New Jersey may change how it distributes disaster aid

 The view of storm damage over the Atlantic Coast in Seaside Heights, N.J., Wednesday, Oct. 31, 2012. (Doug Mills/AP Photo, Pool)

The view of storm damage over the Atlantic Coast in Seaside Heights, N.J., Wednesday, Oct. 31, 2012. (Doug Mills/AP Photo, Pool)

New Jersey lawmakers are considering some new rules for how the state distributes disaster aid. A bill passed by the state Assembly would require the governor to allocate federal and state relief for future disasters in proportion to the damage in each town.

Assemblyman Vince Mazzeo says some residents displaced from their homes by Superstorm Sandy have still not received any grant money while money was given to hotel and condominium projects in areas that did not have significant storm damage. “What we’re trying to do is set a blueprint going forward that if god forbid a disaster comes our way again that we can expedite money to where it really needs to be put.”
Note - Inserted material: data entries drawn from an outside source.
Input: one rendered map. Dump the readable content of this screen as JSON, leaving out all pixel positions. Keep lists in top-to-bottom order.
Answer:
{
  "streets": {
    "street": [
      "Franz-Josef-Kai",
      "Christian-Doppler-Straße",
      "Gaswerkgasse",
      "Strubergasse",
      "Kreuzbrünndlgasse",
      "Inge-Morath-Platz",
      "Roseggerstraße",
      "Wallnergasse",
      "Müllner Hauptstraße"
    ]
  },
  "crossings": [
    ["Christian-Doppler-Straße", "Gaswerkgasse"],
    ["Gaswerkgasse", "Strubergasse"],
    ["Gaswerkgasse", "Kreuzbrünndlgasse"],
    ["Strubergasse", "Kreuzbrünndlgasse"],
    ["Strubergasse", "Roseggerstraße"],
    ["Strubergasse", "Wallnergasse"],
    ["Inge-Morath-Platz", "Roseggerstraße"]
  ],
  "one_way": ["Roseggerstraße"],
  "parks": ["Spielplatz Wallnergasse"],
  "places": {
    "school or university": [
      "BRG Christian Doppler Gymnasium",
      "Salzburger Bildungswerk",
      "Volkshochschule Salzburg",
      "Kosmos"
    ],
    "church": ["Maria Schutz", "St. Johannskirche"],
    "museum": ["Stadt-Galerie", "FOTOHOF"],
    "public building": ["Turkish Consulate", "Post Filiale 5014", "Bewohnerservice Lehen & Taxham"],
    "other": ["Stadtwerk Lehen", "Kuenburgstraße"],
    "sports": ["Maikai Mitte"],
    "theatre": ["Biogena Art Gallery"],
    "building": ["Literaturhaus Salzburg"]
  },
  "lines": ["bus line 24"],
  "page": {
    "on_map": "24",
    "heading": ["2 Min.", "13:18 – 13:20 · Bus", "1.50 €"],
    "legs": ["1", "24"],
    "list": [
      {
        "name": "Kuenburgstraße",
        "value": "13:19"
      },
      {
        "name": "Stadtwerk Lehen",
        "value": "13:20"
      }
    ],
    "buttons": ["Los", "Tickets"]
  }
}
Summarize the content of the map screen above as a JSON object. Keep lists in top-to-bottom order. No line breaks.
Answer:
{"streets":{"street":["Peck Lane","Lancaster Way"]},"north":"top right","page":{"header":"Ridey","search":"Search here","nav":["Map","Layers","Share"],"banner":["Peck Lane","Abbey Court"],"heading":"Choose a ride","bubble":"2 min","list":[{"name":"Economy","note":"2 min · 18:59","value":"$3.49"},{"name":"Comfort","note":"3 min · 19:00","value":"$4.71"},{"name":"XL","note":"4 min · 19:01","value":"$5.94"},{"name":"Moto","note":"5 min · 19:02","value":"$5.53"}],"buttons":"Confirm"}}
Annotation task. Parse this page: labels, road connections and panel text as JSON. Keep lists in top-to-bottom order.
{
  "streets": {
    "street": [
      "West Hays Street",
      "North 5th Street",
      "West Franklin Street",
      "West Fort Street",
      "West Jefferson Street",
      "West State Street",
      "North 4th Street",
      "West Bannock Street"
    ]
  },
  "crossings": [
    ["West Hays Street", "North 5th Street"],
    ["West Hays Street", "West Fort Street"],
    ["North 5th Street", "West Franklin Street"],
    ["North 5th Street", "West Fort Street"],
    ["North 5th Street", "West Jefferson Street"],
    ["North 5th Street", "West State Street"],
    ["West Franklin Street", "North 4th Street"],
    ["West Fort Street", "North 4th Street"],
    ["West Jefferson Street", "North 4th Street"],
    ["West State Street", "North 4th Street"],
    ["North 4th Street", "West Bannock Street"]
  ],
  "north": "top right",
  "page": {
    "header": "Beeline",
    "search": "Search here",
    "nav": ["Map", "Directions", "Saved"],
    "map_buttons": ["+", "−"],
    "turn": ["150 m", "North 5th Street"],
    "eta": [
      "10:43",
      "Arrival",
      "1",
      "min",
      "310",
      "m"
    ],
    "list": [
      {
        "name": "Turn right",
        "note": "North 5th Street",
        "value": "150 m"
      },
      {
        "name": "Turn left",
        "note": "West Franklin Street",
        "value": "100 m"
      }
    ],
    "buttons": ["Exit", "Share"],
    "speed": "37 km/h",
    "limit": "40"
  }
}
Assemblyman Michael Patrick Carroll says the bill is well intentioned but federal law requires a certain percentage of disaster aid the state receives go to people of relatively modest means. “The percentage of low and moderate income might not jive with the percentage of damage.

The bill is still awaiting action in the Senate and there’s no indication whether Governor Christie would sign it.